_The problem_
Write the listing out once more, with every line exactly as it stands.

__________________________________________________

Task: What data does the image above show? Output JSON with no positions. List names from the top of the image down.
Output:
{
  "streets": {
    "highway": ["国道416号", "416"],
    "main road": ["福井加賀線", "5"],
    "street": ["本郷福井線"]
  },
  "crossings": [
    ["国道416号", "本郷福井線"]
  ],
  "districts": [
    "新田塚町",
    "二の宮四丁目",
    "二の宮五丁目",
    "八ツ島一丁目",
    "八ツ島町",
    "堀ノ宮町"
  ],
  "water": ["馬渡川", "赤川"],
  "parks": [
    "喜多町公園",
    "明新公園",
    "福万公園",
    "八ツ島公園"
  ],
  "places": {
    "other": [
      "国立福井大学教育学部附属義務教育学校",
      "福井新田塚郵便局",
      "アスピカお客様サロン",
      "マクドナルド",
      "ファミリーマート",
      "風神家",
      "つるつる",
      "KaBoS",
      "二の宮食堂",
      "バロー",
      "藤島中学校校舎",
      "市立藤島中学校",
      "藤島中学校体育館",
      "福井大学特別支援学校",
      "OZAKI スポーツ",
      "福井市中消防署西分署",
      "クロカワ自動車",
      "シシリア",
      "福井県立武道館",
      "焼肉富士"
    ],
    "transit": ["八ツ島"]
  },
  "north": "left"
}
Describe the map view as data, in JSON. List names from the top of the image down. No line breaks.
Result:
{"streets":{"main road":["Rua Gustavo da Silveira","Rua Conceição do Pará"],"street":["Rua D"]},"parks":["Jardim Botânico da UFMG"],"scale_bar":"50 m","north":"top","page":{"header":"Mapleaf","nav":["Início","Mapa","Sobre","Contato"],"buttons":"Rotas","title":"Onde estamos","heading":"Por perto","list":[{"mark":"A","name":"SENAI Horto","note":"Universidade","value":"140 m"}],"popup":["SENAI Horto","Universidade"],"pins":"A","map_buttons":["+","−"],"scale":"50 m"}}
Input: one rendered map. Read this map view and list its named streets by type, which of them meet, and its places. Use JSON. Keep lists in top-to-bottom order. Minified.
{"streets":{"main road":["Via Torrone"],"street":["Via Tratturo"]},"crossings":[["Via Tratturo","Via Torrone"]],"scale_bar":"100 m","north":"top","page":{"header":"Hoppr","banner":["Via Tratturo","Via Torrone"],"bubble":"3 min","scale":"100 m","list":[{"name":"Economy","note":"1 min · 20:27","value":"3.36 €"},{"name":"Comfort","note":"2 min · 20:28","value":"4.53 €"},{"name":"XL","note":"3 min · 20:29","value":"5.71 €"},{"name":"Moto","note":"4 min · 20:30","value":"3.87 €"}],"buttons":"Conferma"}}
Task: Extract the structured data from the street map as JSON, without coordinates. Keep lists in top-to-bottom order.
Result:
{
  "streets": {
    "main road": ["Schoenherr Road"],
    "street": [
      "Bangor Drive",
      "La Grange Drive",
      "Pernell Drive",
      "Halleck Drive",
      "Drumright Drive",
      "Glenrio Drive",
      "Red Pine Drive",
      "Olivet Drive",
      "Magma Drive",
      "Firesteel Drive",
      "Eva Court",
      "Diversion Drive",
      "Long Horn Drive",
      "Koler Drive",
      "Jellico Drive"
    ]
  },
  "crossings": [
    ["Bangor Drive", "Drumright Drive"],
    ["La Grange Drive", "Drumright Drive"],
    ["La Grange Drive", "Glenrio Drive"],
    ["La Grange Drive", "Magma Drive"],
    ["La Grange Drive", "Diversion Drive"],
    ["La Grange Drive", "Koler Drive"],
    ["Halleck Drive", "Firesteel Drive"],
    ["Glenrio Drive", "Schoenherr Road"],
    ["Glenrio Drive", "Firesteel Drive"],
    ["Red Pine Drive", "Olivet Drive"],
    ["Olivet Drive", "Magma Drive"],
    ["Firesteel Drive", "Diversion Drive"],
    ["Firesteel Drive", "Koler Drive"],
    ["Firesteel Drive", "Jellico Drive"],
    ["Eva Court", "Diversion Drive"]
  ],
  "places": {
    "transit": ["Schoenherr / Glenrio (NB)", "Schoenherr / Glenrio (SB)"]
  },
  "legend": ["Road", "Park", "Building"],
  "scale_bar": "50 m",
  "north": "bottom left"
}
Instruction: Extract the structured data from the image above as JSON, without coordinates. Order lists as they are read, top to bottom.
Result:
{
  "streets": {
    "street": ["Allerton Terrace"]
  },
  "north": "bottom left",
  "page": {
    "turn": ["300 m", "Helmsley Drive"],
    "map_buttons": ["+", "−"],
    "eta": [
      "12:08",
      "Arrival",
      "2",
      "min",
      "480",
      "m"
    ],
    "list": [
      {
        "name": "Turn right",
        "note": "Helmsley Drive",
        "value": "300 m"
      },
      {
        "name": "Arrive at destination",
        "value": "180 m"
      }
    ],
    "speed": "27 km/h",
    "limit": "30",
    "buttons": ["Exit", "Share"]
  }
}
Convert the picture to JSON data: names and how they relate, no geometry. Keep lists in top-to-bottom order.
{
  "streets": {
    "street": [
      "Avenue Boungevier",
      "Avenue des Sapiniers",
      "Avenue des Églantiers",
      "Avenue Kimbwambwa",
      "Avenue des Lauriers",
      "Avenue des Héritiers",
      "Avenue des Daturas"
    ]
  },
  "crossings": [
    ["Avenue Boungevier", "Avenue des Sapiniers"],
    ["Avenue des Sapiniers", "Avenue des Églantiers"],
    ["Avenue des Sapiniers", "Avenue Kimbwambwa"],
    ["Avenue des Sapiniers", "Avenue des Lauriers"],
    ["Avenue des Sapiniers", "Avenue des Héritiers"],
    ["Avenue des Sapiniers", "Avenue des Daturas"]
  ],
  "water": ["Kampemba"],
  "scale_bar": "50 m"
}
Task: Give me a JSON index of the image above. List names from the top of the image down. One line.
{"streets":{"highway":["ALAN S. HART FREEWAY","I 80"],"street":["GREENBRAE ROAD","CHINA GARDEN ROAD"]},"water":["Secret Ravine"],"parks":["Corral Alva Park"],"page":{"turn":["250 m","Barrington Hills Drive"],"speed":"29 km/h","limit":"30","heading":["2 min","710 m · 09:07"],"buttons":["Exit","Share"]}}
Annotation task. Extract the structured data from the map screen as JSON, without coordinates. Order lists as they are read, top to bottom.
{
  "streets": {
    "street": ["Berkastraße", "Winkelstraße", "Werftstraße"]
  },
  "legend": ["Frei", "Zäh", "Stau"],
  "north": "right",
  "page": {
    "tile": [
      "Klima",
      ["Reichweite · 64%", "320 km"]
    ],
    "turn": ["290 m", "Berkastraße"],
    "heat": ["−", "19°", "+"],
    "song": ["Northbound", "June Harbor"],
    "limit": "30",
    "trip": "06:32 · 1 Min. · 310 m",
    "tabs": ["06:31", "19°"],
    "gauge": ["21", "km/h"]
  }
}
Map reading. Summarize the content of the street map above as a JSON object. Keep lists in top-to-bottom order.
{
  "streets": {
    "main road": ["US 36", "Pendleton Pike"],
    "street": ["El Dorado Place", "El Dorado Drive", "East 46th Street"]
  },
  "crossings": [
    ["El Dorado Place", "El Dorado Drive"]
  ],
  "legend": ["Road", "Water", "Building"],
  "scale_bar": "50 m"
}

__________________________________________________

_Answer_
Task: What data does the image above show? Output JSON with no positions. List names from the top of the image down.
Output:
{
  "streets": {
    "highway": ["国道416号", "416"],
    "main road": ["福井加賀線", "5"],
    "street": ["本郷福井線"]
  },
  "crossings": [
    ["国道416号", "本郷福井線"]
  ],
  "districts": [
    "新田塚町",
    "二の宮四丁目",
    "二の宮五丁目",
    "八ツ島一丁目",
    "八ツ島町",
    "堀ノ宮町"
  ],
  "water": ["馬渡川", "赤川"],
  "parks": [
    "喜多町公園",
    "明新公園",
    "福万公園",
    "八ツ島公園"
  ],
  "places": {
    "other": [
      "国立福井大学教育学部附属義務教育学校",
      "福井新田塚郵便局",
      "アスピカお客様サロン",
      "マクドナルド",
      "ファミリーマート",
      "風神家",
      "つるつる",
      "KaBoS",
      "二の宮食堂",
      "バロー",
      "藤島中学校校舎",
      "市立藤島中学校",
      "藤島中学校体育館",
      "福井大学特別支援学校",
      "OZAKI スポーツ",
      "福井市中消防署西分署",
      "クロカワ自動車",
      "シシリア",
      "福井県立武道館",
      "焼肉富士"
    ],
    "transit": ["八ツ島"]
  },
  "north": "left"
}
Describe the map view as data, in JSON. List names from the top of the image down. No line breaks.
Result:
{"streets":{"main road":["Rua Gustavo da Silveira","Rua Conceição do Pará"],"street":["Rua D"]},"parks":["Jardim Botânico da UFMG"],"scale_bar":"50 m","north":"top","page":{"header":"Mapleaf","nav":["Início","Mapa","Sobre","Contato"],"buttons":"Rotas","title":"Onde estamos","heading":"Por perto","list":[{"mark":"A","name":"SENAI Horto","note":"Universidade","value":"140 m"}],"popup":["SENAI Horto","Universidade"],"pins":"A","map_buttons":["+","−"],"scale":"50 m"}}
Input: one rendered map. Read this map view and list its named streets by type, which of them meet, and its places. Use JSON. Keep lists in top-to-bottom order. Minified.
{"streets":{"main road":["Via Torrone"],"street":["Via Tratturo"]},"crossings":[["Via Tratturo","Via Torrone"]],"scale_bar":"100 m","north":"top","page":{"header":"Hoppr","banner":["Via Tratturo","Via Torrone"],"bubble":"3 min","scale":"100 m","list":[{"name":"Economy","note":"1 min · 20:27","value":"3.36 €"},{"name":"Comfort","note":"2 min · 20:28","value":"4.53 €"},{"name":"XL","note":"3 min · 20:29","value":"5.71 €"},{"name":"Moto","note":"4 min · 20:30","value":"3.87 €"}],"buttons":"Conferma"}}
Task: Extract the structured data from the street map as JSON, without coordinates. Keep lists in top-to-bottom order.
Result:
{
  "streets": {
    "main road": ["Schoenherr Road"],
    "street": [
      "Bangor Drive",
      "La Grange Drive",
      "Pernell Drive",
      "Halleck Drive",
      "Drumright Drive",
      "Glenrio Drive",
      "Red Pine Drive",
      "Olivet Drive",
      "Magma Drive",
      "Firesteel Drive",
      "Eva Court",
      "Diversion Drive",
      "Long Horn Drive",
      "Koler Drive",
      "Jellico Drive"
    ]
  },
  "crossings": [
    ["Bangor Drive", "Drumright Drive"],
    ["La Grange Drive", "Drumright Drive"],
    ["La Grange Drive", "Glenrio Drive"],
    ["La Grange Drive", "Magma Drive"],
    ["La Grange Drive", "Diversion Drive"],
    ["La Grange Drive", "Koler Drive"],
    ["Halleck Drive", "Firesteel Drive"],
    ["Glenrio Drive", "Schoenherr Road"],
    ["Glenrio Drive", "Firesteel Drive"],
    ["Red Pine Drive", "Olivet Drive"],
    ["Olivet Drive", "Magma Drive"],
    ["Firesteel Drive", "Diversion Drive"],
    ["Firesteel Drive", "Koler Drive"],
    ["Firesteel Drive", "Jellico Drive"],
    ["Eva Court", "Diversion Drive"]
  ],
  "places": {
    "transit": ["Schoenherr / Glenrio (NB)", "Schoenherr / Glenrio (SB)"]
  },
  "legend": ["Road", "Park", "Building"],
  "scale_bar": "50 m",
  "north": "bottom left"
}
Instruction: Extract the structured data from the image above as JSON, without coordinates. Order lists as they are read, top to bottom.
Result:
{
  "streets": {
    "street": ["Allerton Terrace"]
  },
  "north": "bottom left",
  "page": {
    "turn": ["300 m", "Helmsley Drive"],
    "map_buttons": ["+", "−"],
    "eta": [
      "12:08",
      "Arrival",
      "2",
      "min",
      "480",
      "m"
    ],
    "list": [
      {
        "name": "Turn right",
        "note": "Helmsley Drive",
        "value": "300 m"
      },
      {
        "name": "Arrive at destination",
        "value": "180 m"
      }
    ],
    "speed": "27 km/h",
    "limit": "30",
    "buttons": ["Exit", "Share"]
  }
}
Convert the picture to JSON data: names and how they relate, no geometry. Keep lists in top-to-bottom order.
{
  "streets": {
    "street": [
      "Avenue Boungevier",
      "Avenue des Sapiniers",
      "Avenue des Églantiers",
      "Avenue Kimbwambwa",
      "Avenue des Lauriers",
      "Avenue des Héritiers",
      "Avenue des Daturas"
    ]
  },
  "crossings": [
    ["Avenue Boungevier", "Avenue des Sapiniers"],
    ["Avenue des Sapiniers", "Avenue des Églantiers"],
    ["Avenue des Sapiniers", "Avenue Kimbwambwa"],
    ["Avenue des Sapiniers", "Avenue des Lauriers"],
    ["Avenue des Sapiniers", "Avenue des Héritiers"],
    ["Avenue des Sapiniers", "Avenue des Daturas"]
  ],
  "water": ["Kampemba"],
  "scale_bar": "50 m"
}
Task: Give me a JSON index of the image above. List names from the top of the image down. One line.
{"streets":{"highway":["ALAN S. HART FREEWAY","I 80"],"street":["GREENBRAE ROAD","CHINA GARDEN ROAD"]},"water":["Secret Ravine"],"parks":["Corral Alva Park"],"page":{"turn":["250 m","Barrington Hills Drive"],"speed":"29 km/h","limit":"30","heading":["2 min","710 m · 09:07"],"buttons":["Exit","Share"]}}
Annotation task. Extract the structured data from the map screen as JSON, without coordinates. Order lists as they are read, top to bottom.
{
  "streets": {
    "street": ["Berkastraße", "Winkelstraße", "Werftstraße"]
  },
  "legend": ["Frei", "Zäh", "Stau"],
  "north": "right",
  "page": {
    "tile": [
      "Klima",
      ["Reichweite · 64%", "320 km"]
    ],
    "turn": ["290 m", "Berkastraße"],
    "heat": ["−", "19°", "+"],
    "song": ["Northbound", "June Harbor"],
    "limit": "30",
    "trip": "06:32 · 1 Min. · 310 m",
    "tabs": ["06:31", "19°"],
    "gauge": ["21", "km/h"]
  }
}
Map reading. Summarize the content of the street map above as a JSON object. Keep lists in top-to-bottom order.
{
  "streets": {
    "main road": ["US 36", "Pendleton Pike"],
    "street": ["El Dorado Place", "El Dorado Drive", "East 46th Street"]
  },
  "crossings": [
    ["El Dorado Place", "El Dorado Drive"]
  ],
  "legend": ["Road", "Water", "Building"],
  "scale_bar": "50 m"
}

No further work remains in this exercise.